Разговор с Лизой, дочерью известного коллекционера, живущей в двухэтажной квартире на Чистых прудах, набитой антиквариатом, подлинниками живописи начала века:

— А ты не боишься, что кто-нибудь из твоих друзей наведет на твою квартиру?   — А кто может навести? Разве что ты.

«Eine Gemaelde braucht ebensoviel Schurkerei, List und Betrug, wie die Durchfuerung eines Verbrechens» Edgar Dega («Картина требует таких же ловкости, хитрости и обмана, как совершение преступления» Эдгар Дега).

Для искусства нужна определенная степень свободы, а для неё — определенная степень жестокости. Которой у меня нет. У Брехта в 26 лет было трое детей от трех разных женщин.

Все мои положительные, сознательные усилия (правда,  немногочисленные), всегда были направлены на достижение минимального покоя, свободного времени — условий для работы. Все бессознательные, вообще всё подземное течение жизни — в противоположную сторону, определяемую остротой, опасностью, реальностью. В пограничную зону гибели, в которой протекала жизнь в Москве.

Набоковское отвращение к любым политическим и, шире, к любым, выходящим за рамки частных, вопросам вытекает из чувства бессилия и подавляющей бессмысленности, которые испытывает каждый, кто с ними сталкивается. Человек положительного склада, с классическим отношением к власти и смыслу, он предпочел  заниматься тем, что подчинялось ему безраздельно: языком, игрой шахматными персонажами… Между тем политика — это не менее важная, чем сны, школа бессилия, школа бессмысленности и скрытых  смыслов. Нужно только найти в ней, как в снах, внутренний стиль. Война в Чечне, например, относится к московским будням так же, как ночные кошмары с ужасом и кровью — к дневным заботам — как подоплека, оборотная сторона.

Эта уверенность сидит во мне, как коренной зуб: всё, что достигается усилиями и упорством, обречено на неудачу, крушение и забвение. Каждое усилие несет с собой сознание своей напрасности и именно в нем черпает силы: назло, вопреки. Сохранится лишь то, что дается как дар, само… Жизненная потребность в счастливой случайности.

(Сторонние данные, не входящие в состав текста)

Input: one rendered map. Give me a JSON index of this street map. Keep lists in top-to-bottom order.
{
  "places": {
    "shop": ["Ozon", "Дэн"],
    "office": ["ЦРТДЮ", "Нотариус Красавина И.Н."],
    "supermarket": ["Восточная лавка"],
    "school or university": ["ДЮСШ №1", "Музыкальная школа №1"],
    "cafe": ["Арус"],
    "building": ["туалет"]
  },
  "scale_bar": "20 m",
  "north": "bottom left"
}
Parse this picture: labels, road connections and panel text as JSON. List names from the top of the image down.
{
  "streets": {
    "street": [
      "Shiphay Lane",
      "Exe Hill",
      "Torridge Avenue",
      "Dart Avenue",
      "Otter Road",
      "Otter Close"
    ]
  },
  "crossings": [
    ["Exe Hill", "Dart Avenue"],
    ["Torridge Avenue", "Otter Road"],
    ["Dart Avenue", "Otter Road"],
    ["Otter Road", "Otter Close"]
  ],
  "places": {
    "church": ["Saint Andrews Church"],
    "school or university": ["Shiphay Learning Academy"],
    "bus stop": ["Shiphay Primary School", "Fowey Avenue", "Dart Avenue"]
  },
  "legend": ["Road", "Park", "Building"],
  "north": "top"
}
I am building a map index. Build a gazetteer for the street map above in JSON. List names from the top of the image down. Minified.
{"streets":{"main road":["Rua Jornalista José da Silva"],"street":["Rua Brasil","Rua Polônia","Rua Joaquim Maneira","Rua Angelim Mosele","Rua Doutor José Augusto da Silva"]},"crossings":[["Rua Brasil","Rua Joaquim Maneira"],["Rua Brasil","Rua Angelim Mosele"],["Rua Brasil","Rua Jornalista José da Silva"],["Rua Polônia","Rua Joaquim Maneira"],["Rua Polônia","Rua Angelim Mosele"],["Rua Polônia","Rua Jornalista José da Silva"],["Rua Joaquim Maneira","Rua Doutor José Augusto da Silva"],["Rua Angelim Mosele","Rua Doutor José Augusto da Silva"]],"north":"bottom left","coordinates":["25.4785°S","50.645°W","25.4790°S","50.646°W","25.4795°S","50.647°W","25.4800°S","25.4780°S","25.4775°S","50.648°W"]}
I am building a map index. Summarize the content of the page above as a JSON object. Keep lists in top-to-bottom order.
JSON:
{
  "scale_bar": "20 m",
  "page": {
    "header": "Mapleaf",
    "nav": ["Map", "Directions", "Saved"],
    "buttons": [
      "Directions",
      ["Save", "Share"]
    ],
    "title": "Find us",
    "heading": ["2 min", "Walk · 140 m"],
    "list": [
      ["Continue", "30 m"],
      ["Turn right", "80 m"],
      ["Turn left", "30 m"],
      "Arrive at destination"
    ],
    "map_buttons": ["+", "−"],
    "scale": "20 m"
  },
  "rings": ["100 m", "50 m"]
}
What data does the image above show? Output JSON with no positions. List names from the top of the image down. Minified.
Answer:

Для того чтобы сохранять надежду, что я смогу написать историю Некрича («Темное прошлое человека будущего»), кажущуюся мне необъятной, нужно иметь возможность представить себе роман целиком, не сюжет, конечно, а как бы его общую мелодию, что ли, общий запах (таяния, оттепели, талой воды).

Как будто я впряжен в роман о Некриче, как в телегу, на которой я же и еду, увеличивая ее тяжесть своим весом. Отношение с текстом именно таково: я везу его, и я же на нем выезжаю. Но ясно, что надолго меня не хватит. Не дойдя до точки, я дошел до ручки.

Писатель: он пьет один, воображая, что с главным героем своей истории, мысленно чокается с ним: «Твое здоровье, Андрюша!» Больше ему никто не нужен.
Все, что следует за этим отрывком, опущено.